• _Record excerpts_:

+ + +

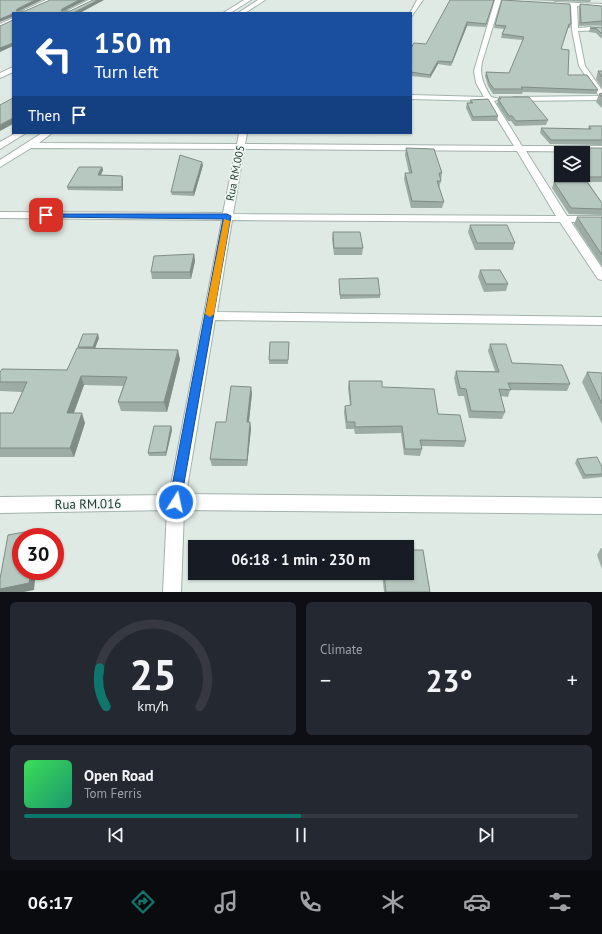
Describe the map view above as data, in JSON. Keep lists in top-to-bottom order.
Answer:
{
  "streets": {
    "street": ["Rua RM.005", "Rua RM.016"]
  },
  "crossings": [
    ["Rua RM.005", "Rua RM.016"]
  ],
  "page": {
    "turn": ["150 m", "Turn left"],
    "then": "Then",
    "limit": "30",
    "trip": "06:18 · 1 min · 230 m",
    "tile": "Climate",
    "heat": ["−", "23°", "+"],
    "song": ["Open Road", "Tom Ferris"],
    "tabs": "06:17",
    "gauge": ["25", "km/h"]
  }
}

+ + +

• _Work task_:
Copy the records above exactly. Do not carry any picture into the copy.

• _Output below_:
Describe the map view above as data, in JSON. Keep lists in top-to-bottom order.
Answer:
{
  "streets": {
    "street": ["Rua RM.005", "Rua RM.016"]
  },
  "crossings": [
    ["Rua RM.005", "Rua RM.016"]
  ],
  "page": {
    "turn": ["150 m", "Turn left"],
    "then": "Then",
    "limit": "30",
    "trip": "06:18 · 1 min · 230 m",
    "tile": "Climate",
    "heat": ["−", "23°", "+"],
    "song": ["Open Road", "Tom Ferris"],
    "tabs": "06:17",
    "gauge": ["25", "km/h"]
  }
}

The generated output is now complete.